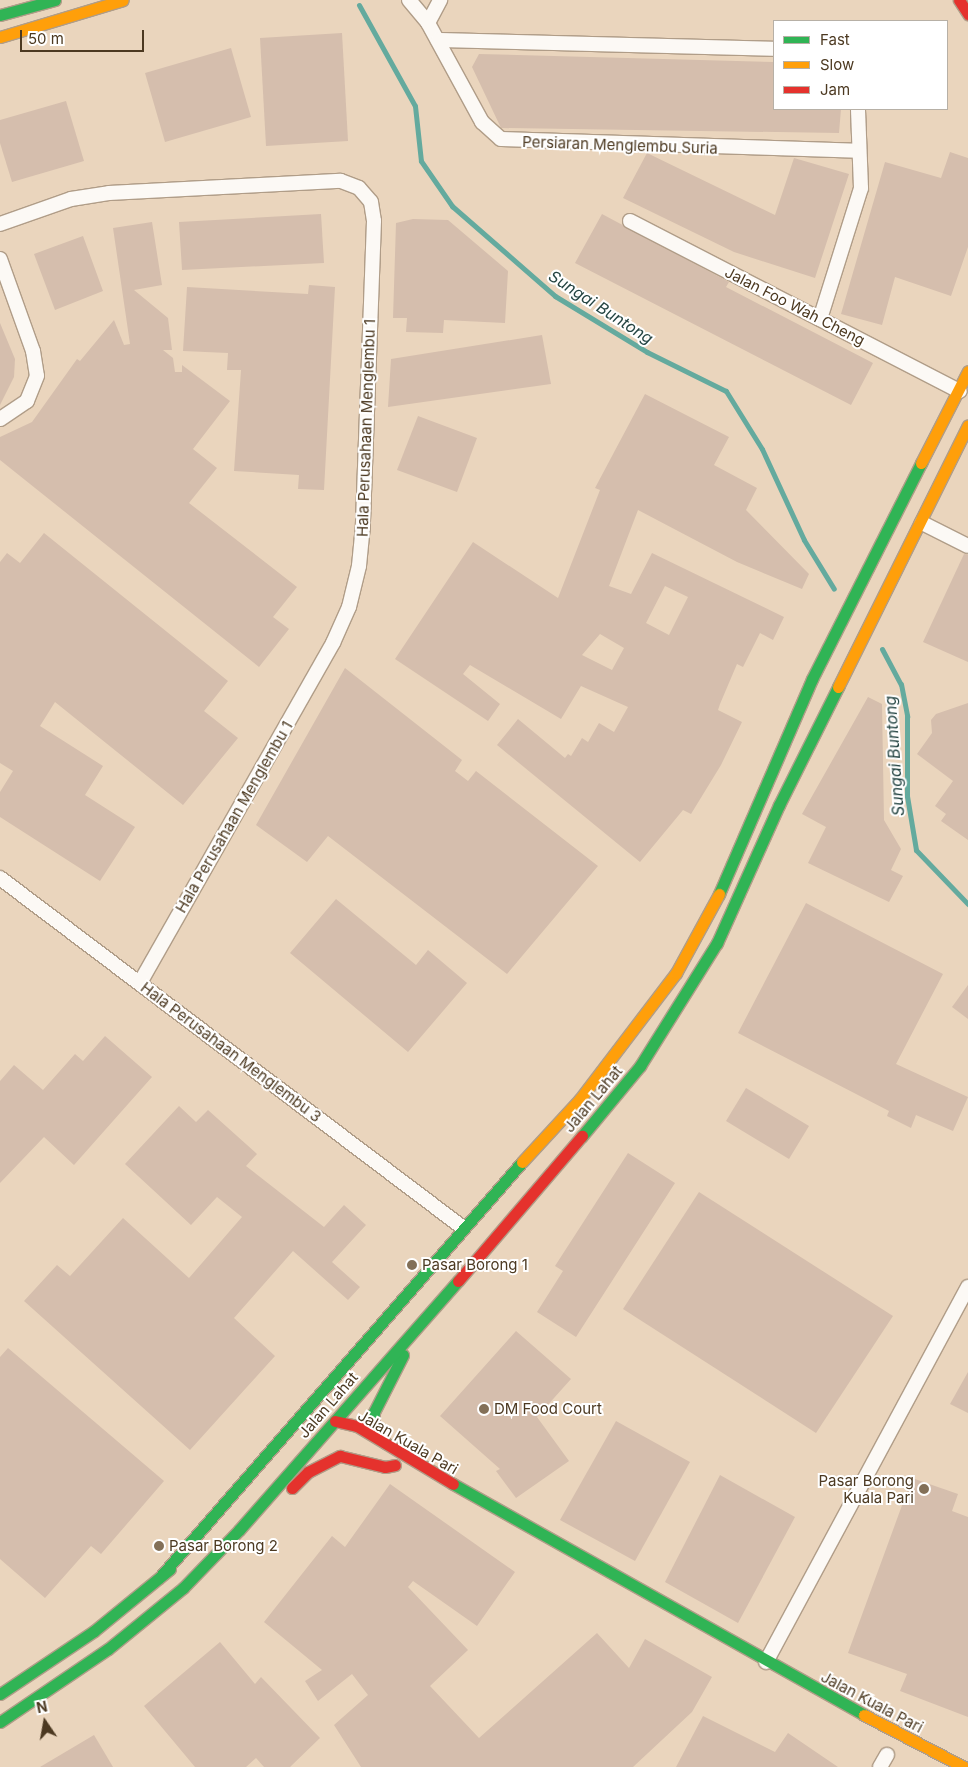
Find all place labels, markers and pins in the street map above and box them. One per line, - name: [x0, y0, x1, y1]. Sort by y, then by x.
- place label: Pasar Borong 1: [422, 1256, 528, 1274]
- marker: Pasar Borong 1: [406, 1259, 418, 1271]
- place label: DM Food Court: [494, 1400, 602, 1418]
- marker: DM Food Court: [478, 1403, 490, 1415]
- place label: Pasar Borong Kuala Pari: [819, 1471, 914, 1506]
- marker: Pasar Borong Kuala Pari: [918, 1483, 930, 1495]
- place label: Pasar Borong 2: [169, 1537, 278, 1555]
- marker: Pasar Borong 2: [153, 1540, 165, 1552]

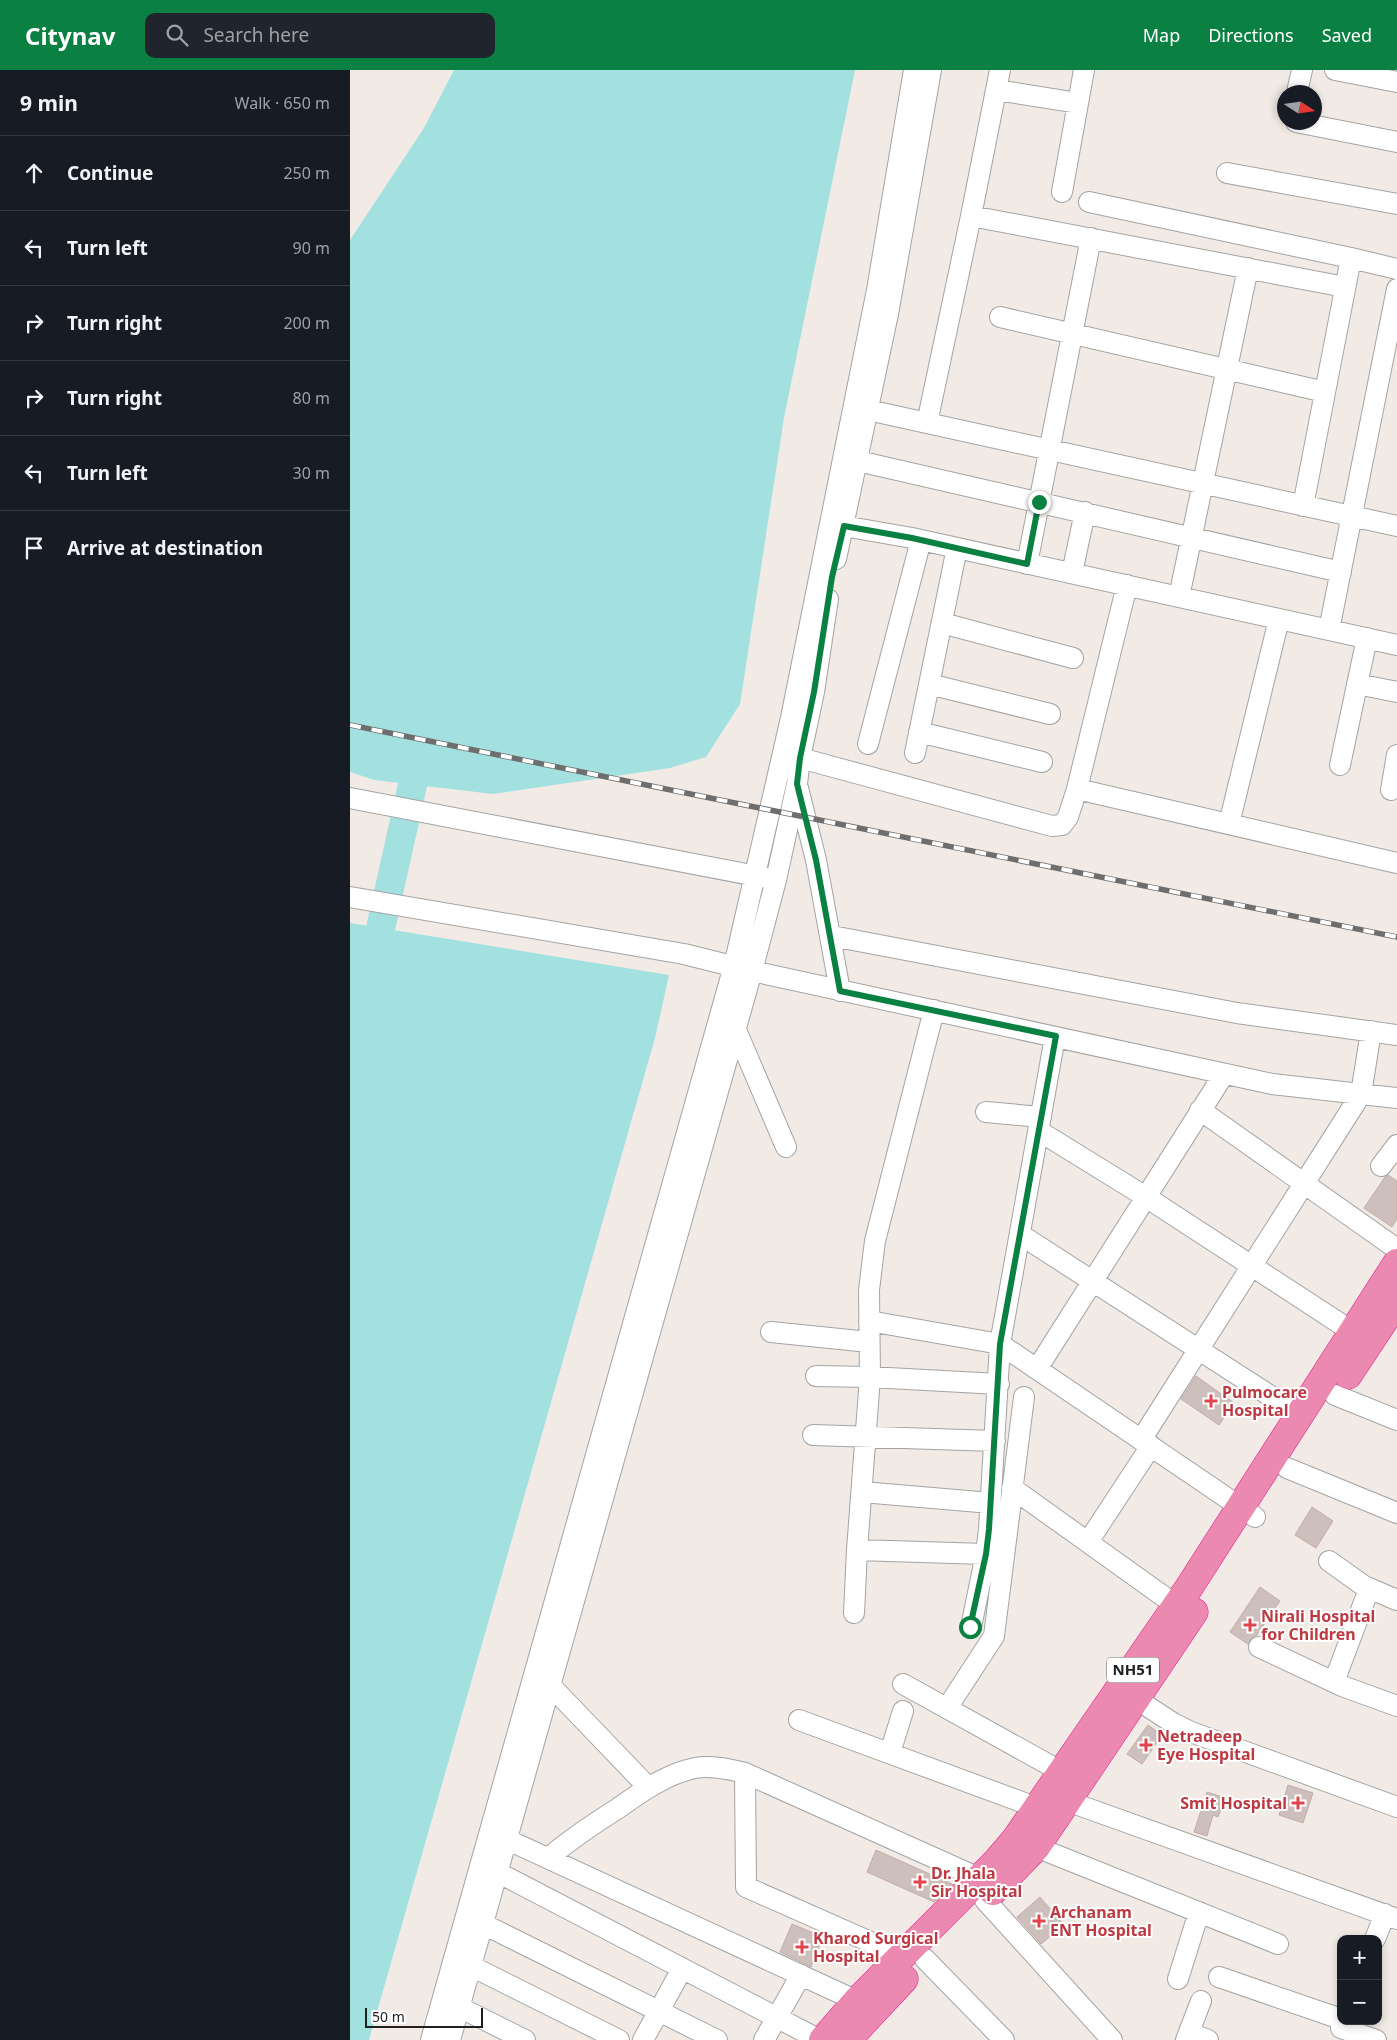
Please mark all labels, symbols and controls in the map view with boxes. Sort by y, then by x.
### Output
search box [145,13,495,58]
text: Citynav [25,19,115,52]
icon: search [163,21,191,49]
text: Search here [203,22,309,48]
text: Map [1143,23,1180,47]
text: Directions [1208,23,1294,47]
text: Saved [1322,23,1372,47]
north arrow [1277,85,1322,130]
text: 9 min [20,89,78,117]
text: Walk · 650 m [235,92,330,114]
icon: ahead [20,159,48,187]
text: Continue [67,160,153,186]
text: 250 m [283,162,330,184]
icon: left [20,234,48,262]
text: Turn left [67,235,148,261]
text: 90 m [293,237,330,259]
icon: right [20,309,48,337]
text: Turn right [67,310,162,336]
text: 200 m [283,312,330,334]
icon: right [20,384,48,412]
text: Turn right [67,385,162,411]
text: 80 m [293,387,330,409]
icon: left [20,459,48,487]
text: Turn left [67,460,148,486]
text: 30 m [293,462,330,484]
route end [1028,491,1051,514]
icon: arrive [20,534,48,562]
text: Arrive at destination [67,535,263,561]
place label: Pulmocare Hospital [1222,1381,1307,1421]
marker: Pulmocare Hospital [1204,1394,1218,1408]
place label: Nirali Hospital for Children [1261,1605,1375,1645]
route start [959,1616,982,1639]
marker: Nirali Hospital for Children [1243,1618,1257,1632]
road number: NH51 [1107,1658,1159,1682]
place label: Netradeep Eye Hospital [1157,1725,1255,1765]
marker: Netradeep Eye Hospital [1139,1738,1153,1752]
place label: Smit Hospital [1180,1792,1287,1814]
marker: Smit Hospital [1291,1796,1305,1810]
place label: Dr. Jhala Sir Hospital [931,1862,1022,1902]
marker: Dr. Jhala Sir Hospital [913,1875,927,1889]
place label: Archanam ENT Hospital [1050,1901,1152,1941]
marker: Archanam ENT Hospital [1032,1914,1046,1928]
place label: Kharod Surgical Hospital [813,1927,938,1967]
map controls [1337,1935,1382,2025]
button: + [1337,1935,1382,1980]
marker: Kharod Surgical Hospital [795,1940,809,1954]
button: − [1337,1980,1382,2025]
scale bar [365,2005,482,2028]
text: 50 m [372,2007,405,2026]

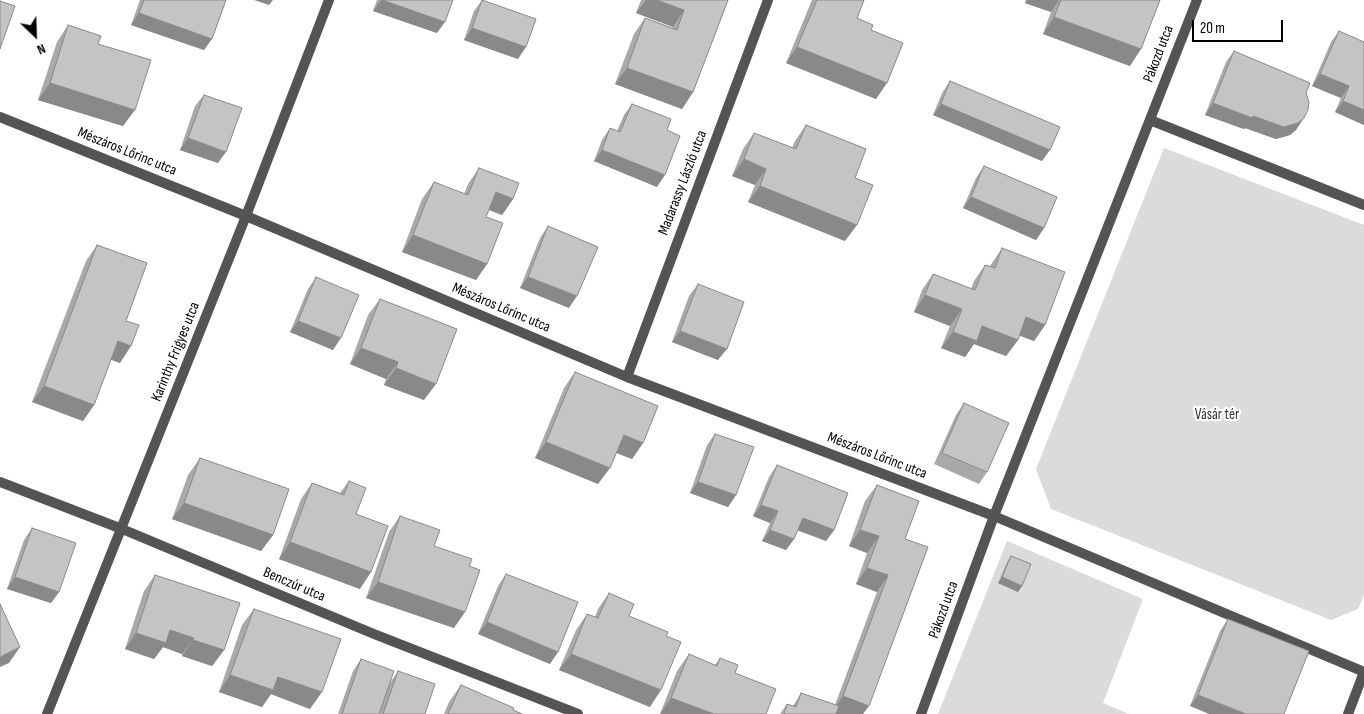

▶ WORK TO COMPLETE: Retype everything in the material word for word, minus pictures.

▶ WRITTEN RESPONSE:
Find all place labels, markers and pins in the street map above and box them. One per line, - name: [x0, y0, x1, y1]. Sort by y, then by x.
- place label: Pasar Borong 1: [422, 1256, 528, 1274]
- marker: Pasar Borong 1: [406, 1259, 418, 1271]
- place label: DM Food Court: [494, 1400, 602, 1418]
- marker: DM Food Court: [478, 1403, 490, 1415]
- place label: Pasar Borong Kuala Pari: [819, 1471, 914, 1506]
- marker: Pasar Borong Kuala Pari: [918, 1483, 930, 1495]
- place label: Pasar Borong 2: [169, 1537, 278, 1555]
- marker: Pasar Borong 2: [153, 1540, 165, 1552]

Please mark all labels, symbols and controls in the map view with boxes. Sort by y, then by x.
### Output
search box [145,13,495,58]
text: Citynav [25,19,115,52]
icon: search [163,21,191,49]
text: Search here [203,22,309,48]
text: Map [1143,23,1180,47]
text: Directions [1208,23,1294,47]
text: Saved [1322,23,1372,47]
north arrow [1277,85,1322,130]
text: 9 min [20,89,78,117]
text: Walk · 650 m [235,92,330,114]
icon: ahead [20,159,48,187]
text: Continue [67,160,153,186]
text: 250 m [283,162,330,184]
icon: left [20,234,48,262]
text: Turn left [67,235,148,261]
text: 90 m [293,237,330,259]
icon: right [20,309,48,337]
text: Turn right [67,310,162,336]
text: 200 m [283,312,330,334]
icon: right [20,384,48,412]
text: Turn right [67,385,162,411]
text: 80 m [293,387,330,409]
icon: left [20,459,48,487]
text: Turn left [67,460,148,486]
text: 30 m [293,462,330,484]
route end [1028,491,1051,514]
icon: arrive [20,534,48,562]
text: Arrive at destination [67,535,263,561]
place label: Pulmocare Hospital [1222,1381,1307,1421]
marker: Pulmocare Hospital [1204,1394,1218,1408]
place label: Nirali Hospital for Children [1261,1605,1375,1645]
route start [959,1616,982,1639]
marker: Nirali Hospital for Children [1243,1618,1257,1632]
road number: NH51 [1107,1658,1159,1682]
place label: Netradeep Eye Hospital [1157,1725,1255,1765]
marker: Netradeep Eye Hospital [1139,1738,1153,1752]
place label: Smit Hospital [1180,1792,1287,1814]
marker: Smit Hospital [1291,1796,1305,1810]
place label: Dr. Jhala Sir Hospital [931,1862,1022,1902]
marker: Dr. Jhala Sir Hospital [913,1875,927,1889]
place label: Archanam ENT Hospital [1050,1901,1152,1941]
marker: Archanam ENT Hospital [1032,1914,1046,1928]
place label: Kharod Surgical Hospital [813,1927,938,1967]
map controls [1337,1935,1382,2025]
button: + [1337,1935,1382,1980]
marker: Kharod Surgical Hospital [795,1940,809,1954]
button: − [1337,1980,1382,2025]
scale bar [365,2005,482,2028]
text: 50 m [372,2007,405,2026]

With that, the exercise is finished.